Placeholder blocks are convenient and self-documenting, but they do depend on having the right inheritance structure in place. It's sometimes necessary to add a level of inheritance to create the appropriate abstraction layers. If you find yourself repeating the same block customization, you should evaluate whether the inheritance structure is right. Alternatively, you might need to use another technique.

When adding a new placeholder, try to be mindful of folks who will need to add or modify overrides in the future; avoid placing them in contexts that require special consideration, and never use the same block in two different contexts. For example, avoid:

• Using {% block install_commands %} inside a code block for one product, and inside a list for another.
• Using {% block additional_prerequisites %} inside a code block that is never closed (and thus requires it to be overridden for no other reason than to close the block!)

If a particular block requires content to be formatted in a specific way, such as indented to match the indentation of a list... Consider using a {% filter ... %} block to transform the content as needed. For example:

- This list
- Includes
- A block
{% filter indent(2) %}
{% block subitem %}
{% endblock subitem %}
- But derived templates
- Don't need to know this

This example uses indent to ensure the block's content will not break out of the list item. Other useful filters include replace(...) and trim(...) - more can be added if the need arises.

Of special note is the ability to integrate parent blocks in derived templates via the super() function. This can greatly reduce the proliferation of placeholders by allowing you to build on existing blocks in derived templates:

{% block prerequisites %}
Some base content
{% endblock prerequisites %}

{% block prerequisites %}
{{ super() }}
Some derived content that appears after the base content
{% endblock prerequisites %}

{% block prerequisites %}
Some derived content that appears before...
{{ super() }}
...AND after the base content
{% endblock prerequisites %}

{% block prerequisites %}
Some derived content that makes the base content look like it was SHOUTED
{{ super() | upper }}
{% endblock prerequisites %}

When there are pieces of text that need to be repeated, but don't have a place in the existing structure, consider using the include tag. For instance, we might want to includes a disclaimer for platforms nearing the end of our support cycle. Rather than repeat that warning in each affected template, we could put the text in a new template that we include when needed.

In Nunjucks, include doesn't work like a pre-processor (inserting code before rendering). Instead, included templates are rendered and the results are inserted. That means you can't use include to override a block in the calling template and blocks defined in the calling template aren't visible to the included template. Included templates should be considered self-contained snippets.

Sometimes a chunk of text varies only by a few discrete variables.
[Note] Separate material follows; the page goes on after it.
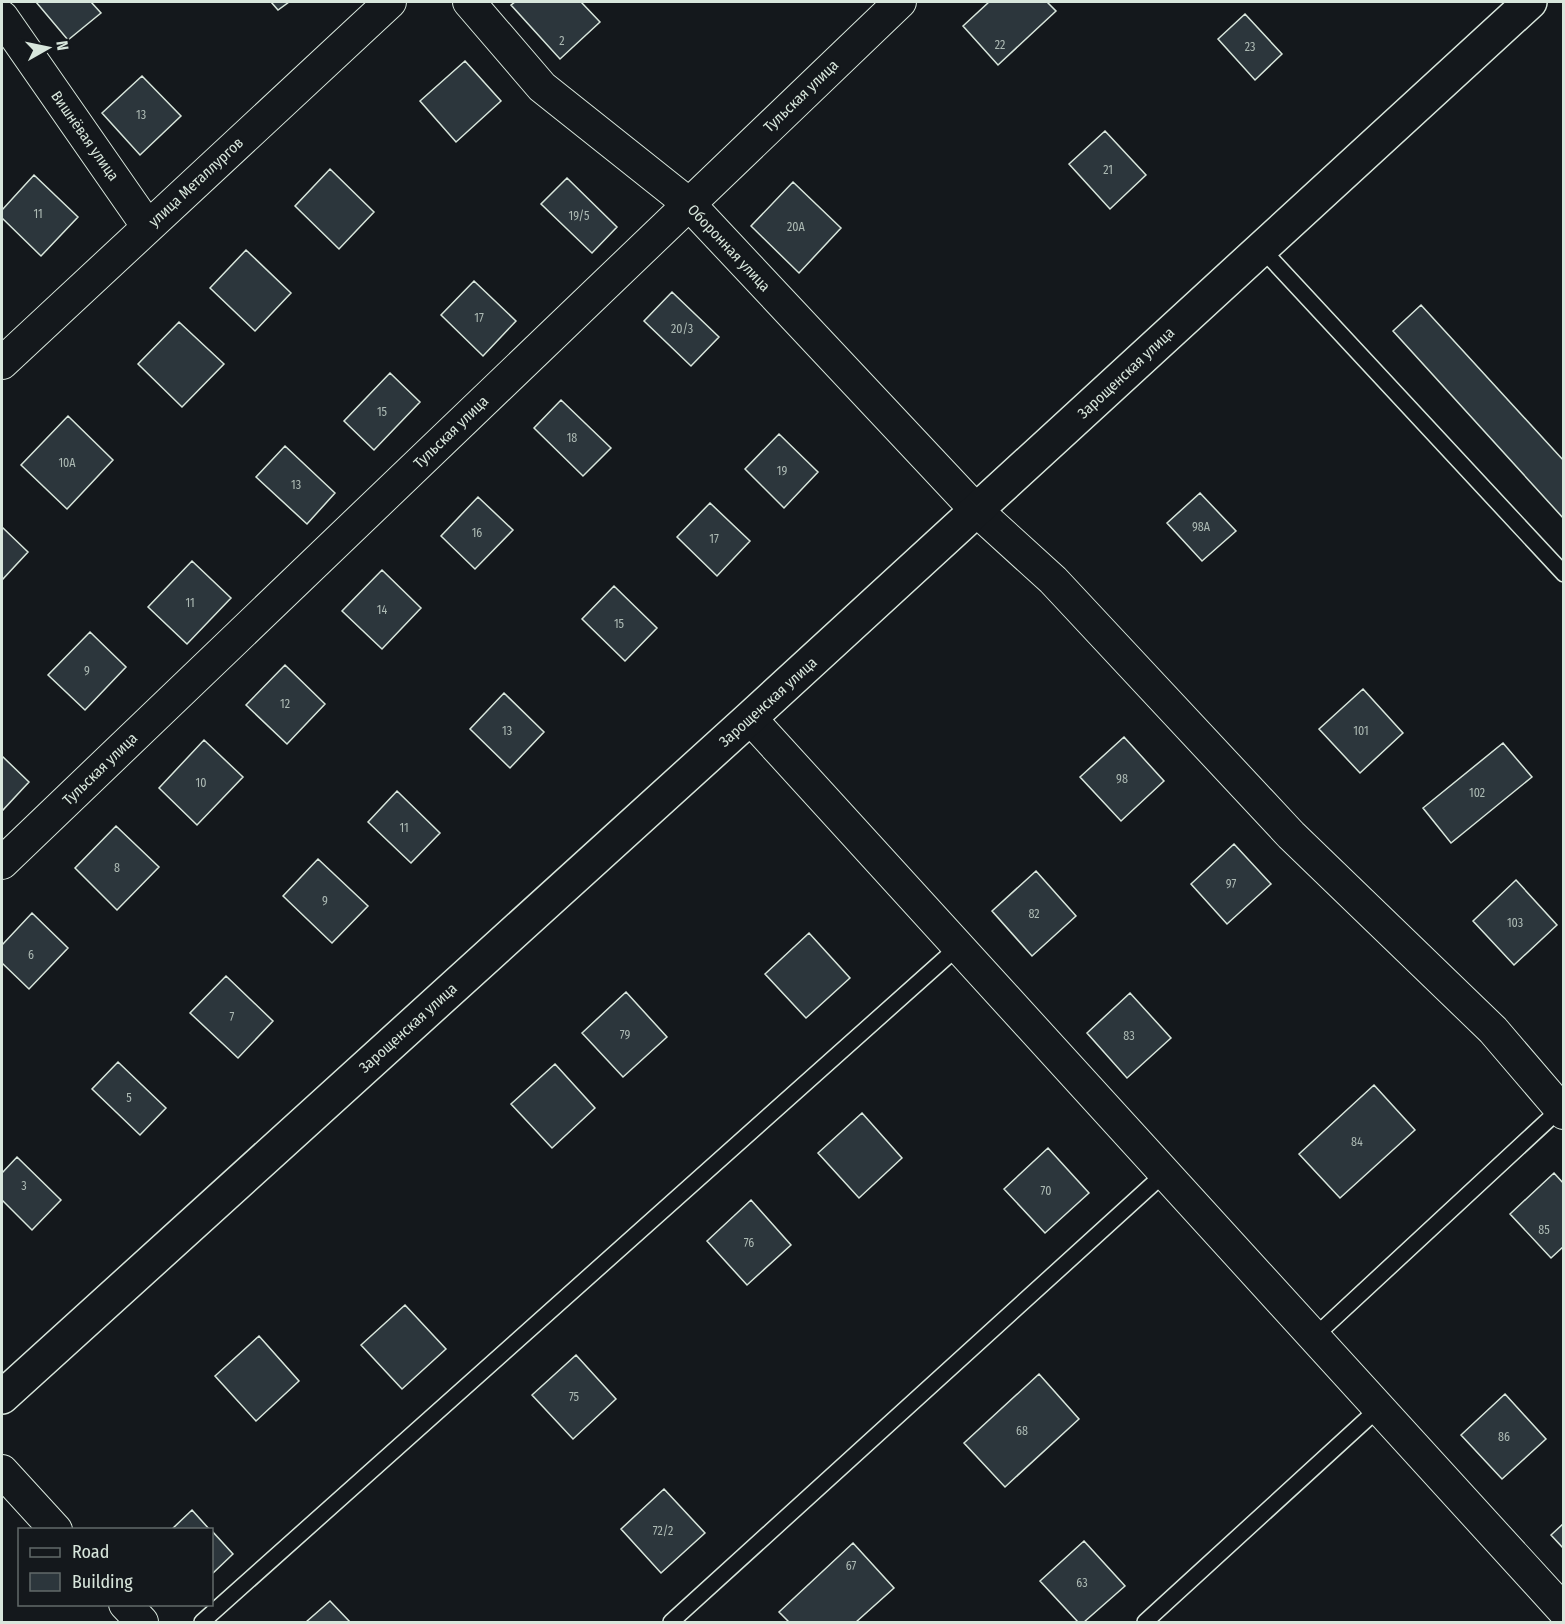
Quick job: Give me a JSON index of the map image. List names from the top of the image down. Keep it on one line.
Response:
{"streets":{"street":["Тульская улица","Вишнёвая улица","улица Металлургов","Оборонная улица","Зарощенская улица"]},"crossings":[["Тульская улица","Оборонная улица"],["Вишнёвая улица","улица Металлургов"],["Оборонная улица","Зарощенская улица"]],"house_numbers":["2","22","23","13","21","11","19/5","20А","17","20/3","15","18","10А","19","13","98А","16","17","11","14","15","9","12","13","101","98","10","102","11","8","97","9","82","103","6","7","79","83","5","84","3","70","85","76","75","68","86","72/2","67","63"],"legend":["Road","Building"],"north":"right"}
In that case, a macro might be in order. We currently have two macros in /templates/platformBase/_shared.njk:

1. centosRepositoryConfiguration(packageManager, epelRepo)
2. centosInstallCommand(packageManager, packageName)

When that file is imported (not included) in another template, those macros can be used to insert the proper instructions for configuring the repository and installing the package. By using a few variables (packageManager, epelRepo and packageName), we can generate many different combinations of instructions from a single source.

Macros can be self-documenting and avoid action-at-a-distance problems. If you call a macro, it's easier to know what you are going to get in the render.

In a handful of situations it is useful to employ conditionals to include or modify output based on a test or comparison:

{% if osArchitectures["ppc64le"].hasFamily("RHEL") %}
...
{% endif %}

{% if platform.arch == "x86_64" %}
...
{% endif %}

Be wary of over-using these; prefer inheritance structures that push this content down to sufficiently-specific "leaf" templates instead. As a general rule, use conditionals only when the test is much, much simpler than the alternative inheritance structure, and be willing to abandon it when (over time) that simplicity is lost.

In particular, avoid the trap of setting a flag in a leaf template and then checking it in a base template: this separates the context from the decision, making it extremely difficult to judge when the test has lost its value.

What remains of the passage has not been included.